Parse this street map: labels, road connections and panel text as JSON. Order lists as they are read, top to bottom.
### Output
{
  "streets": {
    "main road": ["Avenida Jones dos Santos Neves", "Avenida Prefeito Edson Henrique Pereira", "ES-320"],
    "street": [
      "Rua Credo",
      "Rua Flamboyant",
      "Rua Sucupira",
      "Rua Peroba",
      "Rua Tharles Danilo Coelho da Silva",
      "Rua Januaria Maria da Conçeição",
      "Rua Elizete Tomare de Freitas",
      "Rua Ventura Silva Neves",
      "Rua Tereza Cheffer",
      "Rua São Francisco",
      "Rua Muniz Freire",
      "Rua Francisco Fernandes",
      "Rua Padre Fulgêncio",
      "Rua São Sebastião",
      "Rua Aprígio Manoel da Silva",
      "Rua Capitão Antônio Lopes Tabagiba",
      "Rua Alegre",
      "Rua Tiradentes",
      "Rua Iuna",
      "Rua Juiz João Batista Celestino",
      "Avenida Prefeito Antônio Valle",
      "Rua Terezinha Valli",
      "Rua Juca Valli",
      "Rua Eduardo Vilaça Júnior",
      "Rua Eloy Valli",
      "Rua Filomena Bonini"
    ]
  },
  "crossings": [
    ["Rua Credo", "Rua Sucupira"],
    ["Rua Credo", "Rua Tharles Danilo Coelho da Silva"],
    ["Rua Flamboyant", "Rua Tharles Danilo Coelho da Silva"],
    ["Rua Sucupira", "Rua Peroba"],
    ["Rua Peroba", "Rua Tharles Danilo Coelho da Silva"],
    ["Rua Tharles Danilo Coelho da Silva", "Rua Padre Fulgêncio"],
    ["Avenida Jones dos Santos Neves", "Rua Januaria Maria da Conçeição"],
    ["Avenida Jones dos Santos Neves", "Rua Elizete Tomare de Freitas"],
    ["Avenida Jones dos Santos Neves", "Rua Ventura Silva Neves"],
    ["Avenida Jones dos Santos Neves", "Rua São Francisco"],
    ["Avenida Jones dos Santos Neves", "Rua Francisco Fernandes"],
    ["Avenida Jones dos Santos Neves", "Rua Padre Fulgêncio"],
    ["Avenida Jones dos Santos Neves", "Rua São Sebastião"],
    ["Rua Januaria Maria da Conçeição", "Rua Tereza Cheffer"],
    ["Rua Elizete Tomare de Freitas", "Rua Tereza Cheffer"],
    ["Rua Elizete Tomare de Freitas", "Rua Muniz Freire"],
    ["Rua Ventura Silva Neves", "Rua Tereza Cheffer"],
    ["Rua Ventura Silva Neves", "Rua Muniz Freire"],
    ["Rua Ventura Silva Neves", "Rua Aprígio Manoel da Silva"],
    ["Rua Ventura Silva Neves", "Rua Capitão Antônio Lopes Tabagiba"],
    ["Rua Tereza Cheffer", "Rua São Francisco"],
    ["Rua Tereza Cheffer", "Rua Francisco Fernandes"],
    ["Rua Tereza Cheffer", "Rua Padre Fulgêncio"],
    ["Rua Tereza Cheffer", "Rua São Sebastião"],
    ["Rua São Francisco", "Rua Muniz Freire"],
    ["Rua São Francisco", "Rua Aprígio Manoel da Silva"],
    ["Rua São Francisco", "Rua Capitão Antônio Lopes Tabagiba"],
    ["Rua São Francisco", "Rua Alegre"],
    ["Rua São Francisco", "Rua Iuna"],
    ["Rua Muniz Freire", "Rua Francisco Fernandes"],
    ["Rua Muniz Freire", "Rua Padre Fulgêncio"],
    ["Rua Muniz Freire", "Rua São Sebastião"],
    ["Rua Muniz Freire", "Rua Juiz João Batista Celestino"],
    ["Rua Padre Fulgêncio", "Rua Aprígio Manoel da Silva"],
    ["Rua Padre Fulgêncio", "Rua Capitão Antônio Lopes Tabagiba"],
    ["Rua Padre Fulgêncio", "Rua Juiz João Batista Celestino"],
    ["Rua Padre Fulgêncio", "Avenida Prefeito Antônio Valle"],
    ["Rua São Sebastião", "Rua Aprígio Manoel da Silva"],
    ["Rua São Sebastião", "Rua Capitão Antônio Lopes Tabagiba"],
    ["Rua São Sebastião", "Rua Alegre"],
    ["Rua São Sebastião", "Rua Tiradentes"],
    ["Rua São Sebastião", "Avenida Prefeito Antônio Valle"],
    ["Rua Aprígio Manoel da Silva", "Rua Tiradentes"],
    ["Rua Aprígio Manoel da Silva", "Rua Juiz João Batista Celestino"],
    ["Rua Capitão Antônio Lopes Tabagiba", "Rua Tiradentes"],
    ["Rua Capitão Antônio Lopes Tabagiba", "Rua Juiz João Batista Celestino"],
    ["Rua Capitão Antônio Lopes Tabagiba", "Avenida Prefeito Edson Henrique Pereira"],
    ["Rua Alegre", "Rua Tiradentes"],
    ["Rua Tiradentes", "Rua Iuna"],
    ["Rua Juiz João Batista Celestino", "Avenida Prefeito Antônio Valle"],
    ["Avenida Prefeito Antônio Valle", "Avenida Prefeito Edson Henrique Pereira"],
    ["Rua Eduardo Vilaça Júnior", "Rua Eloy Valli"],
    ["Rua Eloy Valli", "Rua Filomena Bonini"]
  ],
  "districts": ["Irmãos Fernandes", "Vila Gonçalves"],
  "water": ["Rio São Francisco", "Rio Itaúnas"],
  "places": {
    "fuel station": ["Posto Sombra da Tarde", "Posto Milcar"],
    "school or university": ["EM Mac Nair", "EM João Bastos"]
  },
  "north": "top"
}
+===+
What you have to do
For the listing above, say how many lines hold the string "Valle". Give only that number.

Reply to the exercise
5